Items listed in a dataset

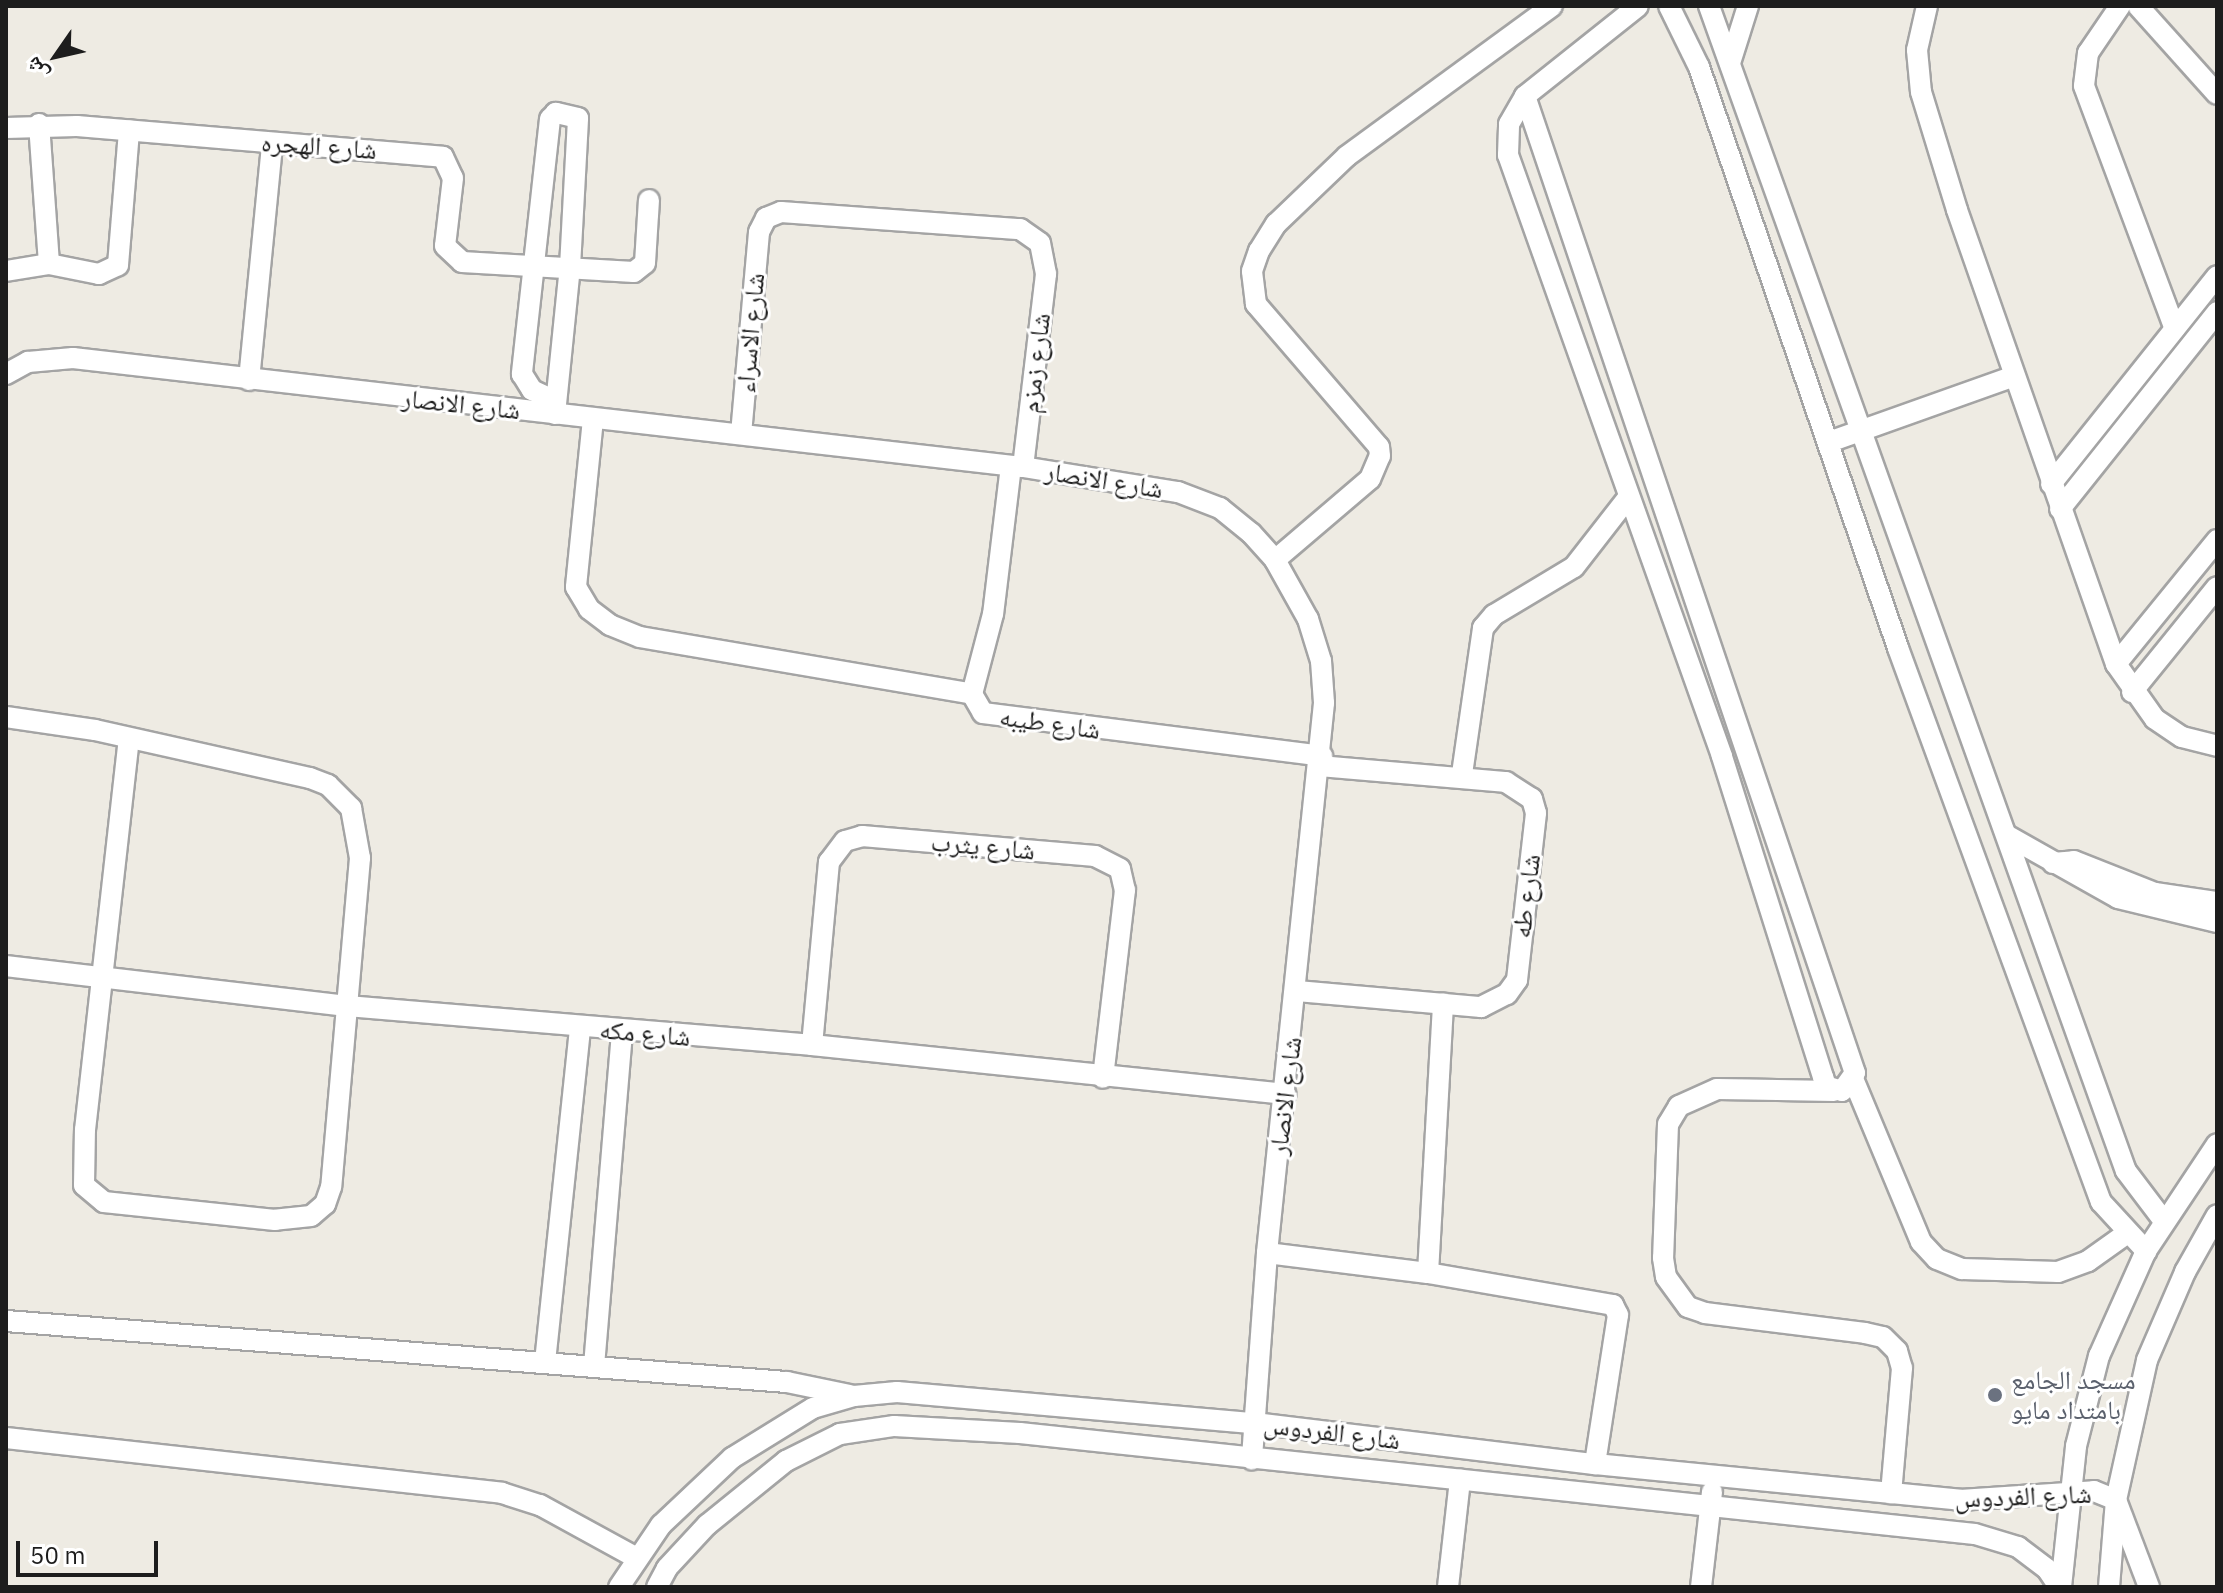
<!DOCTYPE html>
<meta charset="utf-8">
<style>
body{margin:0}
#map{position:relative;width:2223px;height:1593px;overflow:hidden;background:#eeebe3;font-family:"IBM Plex Sans","Noto Naskh Arabic",sans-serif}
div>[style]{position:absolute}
.roads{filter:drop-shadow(2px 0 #a4a4a4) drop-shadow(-2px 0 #a4a4a4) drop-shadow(0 2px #a4a4a4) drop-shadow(0 -2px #a4a4a4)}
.minor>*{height:20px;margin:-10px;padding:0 10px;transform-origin:10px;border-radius:10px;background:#fff}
.dots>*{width:22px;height:22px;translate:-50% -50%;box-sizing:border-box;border:4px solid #fff;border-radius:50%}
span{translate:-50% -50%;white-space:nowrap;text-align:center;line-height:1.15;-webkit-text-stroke:6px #fff;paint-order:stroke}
.street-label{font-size:26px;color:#1d1d1d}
.worship-label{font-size:26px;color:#5b616d}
.left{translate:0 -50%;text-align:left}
.frame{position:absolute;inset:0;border:8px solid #1d1d1d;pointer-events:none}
.north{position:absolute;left:16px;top:16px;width:80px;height:80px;-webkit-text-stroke:6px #fff;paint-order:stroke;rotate:236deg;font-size:22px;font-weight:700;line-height:32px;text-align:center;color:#1d1d1d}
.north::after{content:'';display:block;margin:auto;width:28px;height:36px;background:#1d1d1d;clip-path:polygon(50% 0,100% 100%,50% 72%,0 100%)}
.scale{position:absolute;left:16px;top:1541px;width:142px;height:36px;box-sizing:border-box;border:4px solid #1d1d1d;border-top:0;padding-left:10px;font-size:24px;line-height:28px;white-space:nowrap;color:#1d1d1d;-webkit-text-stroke:6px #fff;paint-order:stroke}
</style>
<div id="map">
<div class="roads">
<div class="minor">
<i style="left:1669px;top:6px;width:68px;rotate:63.8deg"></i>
<i style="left:1699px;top:67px;width:614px;rotate:71.09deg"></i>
<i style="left:1898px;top:648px;width:590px;rotate:69.88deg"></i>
<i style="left:2101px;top:1202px;width:67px;rotate:47.4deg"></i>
<i style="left:1709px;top:6px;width:1237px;rotate:70.31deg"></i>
<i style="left:2126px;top:1171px;width:63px;rotate:52.8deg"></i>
<i style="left:1927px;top:6px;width:45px;rotate:102.8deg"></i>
<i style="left:1917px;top:50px;width:42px;rotate:84.6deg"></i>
<i style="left:1921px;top:92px;width:123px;rotate:73deg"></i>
<i style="left:1957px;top:210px;width:481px;rotate:70.7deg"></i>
<i style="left:2116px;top:664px;width:67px;rotate:54.7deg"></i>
<i style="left:2155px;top:719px;width:32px;rotate:34deg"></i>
<i style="left:2182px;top:737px;width:36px;rotate:14deg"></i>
<i style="left:2120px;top:6px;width:57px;rotate:124.2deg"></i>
<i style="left:2088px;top:53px;width:33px;rotate:97deg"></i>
<i style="left:2084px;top:86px;width:259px;rotate:69.5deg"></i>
<i style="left:2138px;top:6px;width:118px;rotate:48.1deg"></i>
<i style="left:1730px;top:63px;width:60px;rotate:-72.5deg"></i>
<i style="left:1525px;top:96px;width:1031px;rotate:71.34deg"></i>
<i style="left:1855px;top:1073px;width:22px;rotate:126deg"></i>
<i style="left:1842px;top:1091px;width:17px;rotate:-163deg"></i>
<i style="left:1826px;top:1086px;width:9px;rotate:-108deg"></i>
<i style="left:1823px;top:1077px;width:337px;rotate:-107.5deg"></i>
<i style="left:1722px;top:756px;width:638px;rotate:-109.6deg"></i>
<i style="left:1508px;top:155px;width:31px;rotate:-88deg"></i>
<i style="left:1509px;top:124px;width:32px;rotate:-60deg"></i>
<i style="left:1525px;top:96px;width:144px;rotate:-38.5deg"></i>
<i style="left:39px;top:124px;width:140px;rotate:85.9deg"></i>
<i style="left:6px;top:128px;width:71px;rotate:-1.6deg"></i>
<i style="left:77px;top:126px;width:367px;rotate:4.8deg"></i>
<i style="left:443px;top:157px;width:23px;rotate:65deg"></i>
<i style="left:453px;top:178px;width:68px;rotate:96.7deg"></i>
<i style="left:445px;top:246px;width:23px;rotate:43deg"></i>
<i style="left:462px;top:262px;width:172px;rotate:3.3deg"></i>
<i style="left:634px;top:272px;width:14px;rotate:-39deg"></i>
<i style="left:645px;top:263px;width:63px;rotate:-86.4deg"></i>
<i style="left:6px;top:271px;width:44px;rotate:-9.2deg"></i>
<i style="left:49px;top:264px;width:51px;rotate:11.3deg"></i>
<i style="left:99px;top:274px;width:21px;rotate:-25deg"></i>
<i style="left:118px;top:265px;width:135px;rotate:-85.3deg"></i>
<i style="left:6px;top:374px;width:25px;rotate:-29deg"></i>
<i style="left:28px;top:362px;width:45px;rotate:-5.1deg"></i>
<i style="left:73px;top:358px;width:956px;rotate:6.55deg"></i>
<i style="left:1023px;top:467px;width:157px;rotate:9.2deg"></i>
<i style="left:1178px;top:492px;width:45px;rotate:20.9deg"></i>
<i style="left:1220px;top:508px;width:40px;rotate:39deg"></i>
<i style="left:1251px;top:533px;width:36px;rotate:48deg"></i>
<i style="left:1275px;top:560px;width:68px;rotate:60.8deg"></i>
<i style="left:1308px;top:619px;width:44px;rotate:72.8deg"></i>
<i style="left:1321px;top:661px;width:42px;rotate:85.9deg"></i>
<i style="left:1324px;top:703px;width:553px;rotate:95.92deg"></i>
<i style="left:1267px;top:1253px;width:207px;rotate:94.2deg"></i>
<i style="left:249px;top:380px;width:237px;rotate:-84.4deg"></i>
<i style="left:555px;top:414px;width:148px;rotate:-84.2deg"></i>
<i style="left:570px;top:267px;width:149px;rotate:-86.9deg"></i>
<i style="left:578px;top:118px;width:23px;rotate:-167deg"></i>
<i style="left:556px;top:113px;width:8px;rotate:135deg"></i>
<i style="left:550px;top:119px;width:257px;rotate:96.3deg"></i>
<i style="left:522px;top:374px;width:19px;rotate:58deg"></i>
<i style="left:532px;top:390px;width:26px;rotate:25deg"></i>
<i style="left:593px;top:419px;width:169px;rotate:95.8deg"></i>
<i style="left:576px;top:587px;width:26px;rotate:59deg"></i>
<i style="left:589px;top:609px;width:26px;rotate:37deg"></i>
<i style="left:610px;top:625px;width:32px;rotate:22deg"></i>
<i style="left:640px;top:637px;width:337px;rotate:9.7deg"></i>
<i style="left:741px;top:434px;width:203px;rotate:-84.9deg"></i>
<i style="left:759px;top:232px;width:16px;rotate:-63deg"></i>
<i style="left:766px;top:218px;width:16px;rotate:-22deg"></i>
<i style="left:781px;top:212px;width:240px;rotate:4.1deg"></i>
<i style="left:1020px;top:229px;width:24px;rotate:35deg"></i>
<i style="left:1040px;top:243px;width:32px;rotate:79deg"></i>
<i style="left:1046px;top:274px;width:194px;rotate:96.8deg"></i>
<i style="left:1829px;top:442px;width:196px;rotate:-19.6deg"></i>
<i style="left:1011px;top:466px;width:149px;rotate:96.9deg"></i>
<i style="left:993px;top:614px;width:83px;rotate:104.7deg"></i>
<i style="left:972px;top:694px;width:22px;rotate:60deg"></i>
<i style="left:983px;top:713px;width:342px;rotate:7.2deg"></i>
<i style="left:2051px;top:484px;width:266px;rotate:-51.4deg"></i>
<i style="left:2060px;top:509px;width:252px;rotate:-51.4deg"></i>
<i style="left:1275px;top:560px;width:125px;rotate:-40.5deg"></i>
<i style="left:1370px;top:479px;width:25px;rotate:-67deg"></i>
<i style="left:1380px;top:456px;width:9px;rotate:-96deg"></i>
<i style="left:1379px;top:447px;width:189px;rotate:-130.7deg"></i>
<i style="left:1256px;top:304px;width:33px;rotate:-97deg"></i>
<i style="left:1252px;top:271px;width:21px;rotate:-71deg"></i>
<i style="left:1259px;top:251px;width:32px;rotate:-58deg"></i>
<i style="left:1276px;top:224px;width:98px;rotate:-43.8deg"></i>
<i style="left:1347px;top:156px;width:254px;rotate:-36.2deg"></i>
<i style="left:2116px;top:664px;width:160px;rotate:-50.8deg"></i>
<i style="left:2132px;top:692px;width:135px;rotate:-51deg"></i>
<i style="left:6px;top:717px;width:90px;rotate:8.3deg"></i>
<i style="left:95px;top:730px;width:220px;rotate:12.6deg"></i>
<i style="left:310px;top:778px;width:19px;rotate:21deg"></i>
<i style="left:328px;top:785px;width:33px;rotate:45deg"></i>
<i style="left:351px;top:808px;width:51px;rotate:79.8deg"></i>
<i style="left:360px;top:858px;width:330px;rotate:95deg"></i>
<i style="left:331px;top:1187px;width:18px;rotate:109deg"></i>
<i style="left:325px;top:1204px;width:18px;rotate:139deg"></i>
<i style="left:311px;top:1216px;width:36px;rotate:174deg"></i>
<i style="left:275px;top:1220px;width:172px;rotate:-174deg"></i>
<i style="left:104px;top:1202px;width:26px;rotate:-140deg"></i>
<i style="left:84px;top:1185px;width:55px;rotate:-89deg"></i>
<i style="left:85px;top:1130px;width:393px;rotate:-83.6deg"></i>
<i style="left:1462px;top:774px;width:148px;rotate:-81.8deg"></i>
<i style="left:1483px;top:628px;width:17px;rotate:-50deg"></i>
<i style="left:1494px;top:615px;width:93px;rotate:-31deg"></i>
<i style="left:1574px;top:567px;width:86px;rotate:-52.1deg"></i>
<i style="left:2008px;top:836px;width:126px;rotate:29.4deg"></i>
<i style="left:2118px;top:898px;width:102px;rotate:13.6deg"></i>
<i style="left:2053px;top:863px;width:21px;rotate:-5deg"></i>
<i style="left:2074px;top:861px;width:87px;rotate:21.6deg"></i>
<i style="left:2155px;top:893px;width:63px;rotate:8.3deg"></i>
<i style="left:6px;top:966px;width:344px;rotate:6.7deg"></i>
<i style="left:348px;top:1006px;width:466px;rotate:4.8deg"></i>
<i style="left:812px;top:1045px;width:476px;rotate:5.9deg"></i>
<i style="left:1297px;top:991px;width:185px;rotate:5deg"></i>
<i style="left:1481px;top:1007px;width:29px;rotate:-27deg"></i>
<i style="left:1507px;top:994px;width:17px;rotate:-54deg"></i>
<i style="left:1517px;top:980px;width:168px;rotate:-83.5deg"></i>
<i style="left:1536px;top:813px;width:15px;rotate:-106deg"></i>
<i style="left:1532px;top:799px;width:31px;rotate:-147deg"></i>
<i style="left:1506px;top:782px;width:186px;rotate:-175.1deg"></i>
<i style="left:812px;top:1045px;width:184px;rotate:-84.7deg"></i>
<i style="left:829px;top:862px;width:26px;rotate:-53deg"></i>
<i style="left:845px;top:841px;width:18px;rotate:-16deg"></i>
<i style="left:862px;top:836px;width:234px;rotate:4.9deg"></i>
<i style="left:1095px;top:856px;width:28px;rotate:27deg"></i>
<i style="left:1120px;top:869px;width:22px;rotate:77deg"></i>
<i style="left:1125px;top:890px;width:189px;rotate:96.7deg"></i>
<i style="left:1854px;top:1081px;width:174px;rotate:67.4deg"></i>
<i style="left:1921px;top:1242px;width:23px;rotate:47deg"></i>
<i style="left:1937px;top:1259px;width:27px;rotate:22deg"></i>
<i style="left:1962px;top:1269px;width:96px;rotate:1.8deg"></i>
<i style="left:2058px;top:1272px;width:32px;rotate:-20deg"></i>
<i style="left:2088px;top:1261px;width:47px;rotate:-35.4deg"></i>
<i style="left:1834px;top:1091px;width:117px;rotate:-179deg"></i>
<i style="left:1717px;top:1089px;width:42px;rotate:155.9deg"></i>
<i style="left:1679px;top:1106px;width:21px;rotate:121deg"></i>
<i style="left:1668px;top:1124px;width:134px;rotate:92.1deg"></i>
<i style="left:1663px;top:1258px;width:19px;rotate:81deg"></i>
<i style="left:1666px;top:1277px;width:37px;rotate:54deg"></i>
<i style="left:1688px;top:1307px;width:18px;rotate:19deg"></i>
<i style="left:1705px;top:1313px;width:161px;rotate:7.1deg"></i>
<i style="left:1865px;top:1333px;width:18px;rotate:13deg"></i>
<i style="left:1883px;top:1337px;width:20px;rotate:45deg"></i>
<i style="left:1897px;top:1351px;width:18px;rotate:74deg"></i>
<i style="left:1902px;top:1368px;width:126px;rotate:95deg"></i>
<i style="left:1267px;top:1253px;width:162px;rotate:7.1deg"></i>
<i style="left:1428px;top:1273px;width:188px;rotate:9.8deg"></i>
<i style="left:1613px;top:1305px;width:11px;rotate:63deg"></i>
<i style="left:1618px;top:1315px;width:151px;rotate:98.8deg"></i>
<i style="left:1428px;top:1273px;width:270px;rotate:-86.8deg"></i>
<i style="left:6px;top:1321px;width:783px;rotate:4.47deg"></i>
<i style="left:787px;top:1382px;width:64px;rotate:11.7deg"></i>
<i style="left:545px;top:1362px;width:336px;rotate:-84deg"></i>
<i style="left:594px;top:1366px;width:335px;rotate:-85.2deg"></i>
<i style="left:6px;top:1438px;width:499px;rotate:6.3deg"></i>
<i style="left:502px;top:1493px;width:40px;rotate:18deg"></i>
<i style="left:540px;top:1505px;width:108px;rotate:28.7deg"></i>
<i style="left:619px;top:1587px;width:75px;rotate:-55.9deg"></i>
<i style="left:661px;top:1525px;width:98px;rotate:-43.3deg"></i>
<i style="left:732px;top:1458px;width:95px;rotate:-31.7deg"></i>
<i style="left:813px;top:1408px;width:43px;rotate:-16.3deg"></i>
<i style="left:854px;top:1396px;width:43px;rotate:-5.3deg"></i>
<i style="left:897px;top:1392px;width:358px;rotate:5deg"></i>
<i style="left:1254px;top:1423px;width:343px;rotate:6.9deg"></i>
<i style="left:1595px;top:1464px;width:367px;rotate:5.6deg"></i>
<i style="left:1960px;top:1500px;width:134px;rotate:-3.8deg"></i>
<i style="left:2094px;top:1491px;width:24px;rotate:22deg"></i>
<i style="left:2116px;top:1500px;width:93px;rotate:69.2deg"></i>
<i style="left:657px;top:1587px;width:21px;rotate:-62deg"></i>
<i style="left:667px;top:1568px;width:59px;rotate:-47.1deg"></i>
<i style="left:707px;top:1525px;width:102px;rotate:-39deg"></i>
<i style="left:786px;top:1461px;width:60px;rotate:-26.6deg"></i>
<i style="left:840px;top:1434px;width:55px;rotate:-8.4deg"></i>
<i style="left:894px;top:1426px;width:126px;rotate:3.2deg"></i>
<i style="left:1020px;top:1433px;width:960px;rotate:6.04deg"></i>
<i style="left:1975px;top:1534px;width:45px;rotate:16.8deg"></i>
<i style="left:2018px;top:1547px;width:36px;rotate:37deg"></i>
<i style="left:2047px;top:1569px;width:22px;rotate:56deg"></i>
<i style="left:1448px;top:1587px;width:108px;rotate:-83.6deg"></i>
<i style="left:1701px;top:1587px;width:96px;rotate:-83.4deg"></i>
<i style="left:2061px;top:1587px;width:142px;rotate:-83.9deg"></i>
<i style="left:2076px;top:1446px;width:93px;rotate:-75.7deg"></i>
<i style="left:2099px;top:1356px;width:115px;rotate:-65.9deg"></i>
<i style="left:2146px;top:1251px;width:128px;rotate:-56.4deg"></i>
<i style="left:2109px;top:1587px;width:87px;rotate:-85.4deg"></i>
<i style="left:2116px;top:1500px;width:143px;rotate:-77.5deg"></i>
<i style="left:2147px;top:1360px;width:96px;rotate:-66.6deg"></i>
<i style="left:2185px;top:1272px;width:65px;rotate:-60.7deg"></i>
</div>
</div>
<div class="dots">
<i style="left:1995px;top:1395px;background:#6b7280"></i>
</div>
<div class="street-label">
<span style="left:319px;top:146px;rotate:4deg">شارع الهجره</span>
<span style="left:750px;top:333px;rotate:-85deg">شارع الاسراء</span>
<span style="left:1035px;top:363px;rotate:-83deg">شارع زمزم</span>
<span style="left:461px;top:404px;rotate:6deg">شارع الانصار</span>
<span style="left:1104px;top:480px;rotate:9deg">شارع الانصار</span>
<span style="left:1050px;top:723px;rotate:8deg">شارع طيبه</span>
<span style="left:983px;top:846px;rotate:5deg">شارع يثرب</span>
<span style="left:1526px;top:896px;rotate:-83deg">شارع طه</span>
<span style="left:645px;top:1033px;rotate:5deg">شارع مكه</span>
<span style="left:1285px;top:1096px;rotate:-83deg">شارع الانصار</span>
<span style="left:1332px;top:1432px;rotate:7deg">شارع الفردوس</span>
<span style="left:2023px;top:1496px;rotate:-2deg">شارع الفردوس</span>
</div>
<div class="worship-label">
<span class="left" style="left:2011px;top:1395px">مسجد الجامع<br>بامتداد مايو</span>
</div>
<div class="frame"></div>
<div class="north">ش</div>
<div class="scale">50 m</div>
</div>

**Instructions for the task**
Reproduce only the lines running from the beginning of the entries above to the line holding "0 #a4a4a4) drop-shadow(-2px", inclusive. Pictures stay out of the copy.

**Solved problem**
<!DOCTYPE html>
<meta charset="utf-8">
<style>
body{margin:0}
#map{position:relative;width:2223px;height:1593px;overflow:hidden;background:#eeebe3;font-family:"IBM Plex Sans","Noto Naskh Arabic",sans-serif}
div>[style]{position:absolute}
.roads{filter:drop-shadow(2px 0 #a4a4a4) drop-shadow(-2px 0 #a4a4a4) drop-shadow(0 2px #a4a4a4) drop-shadow(0 -2px #a4a4a4)}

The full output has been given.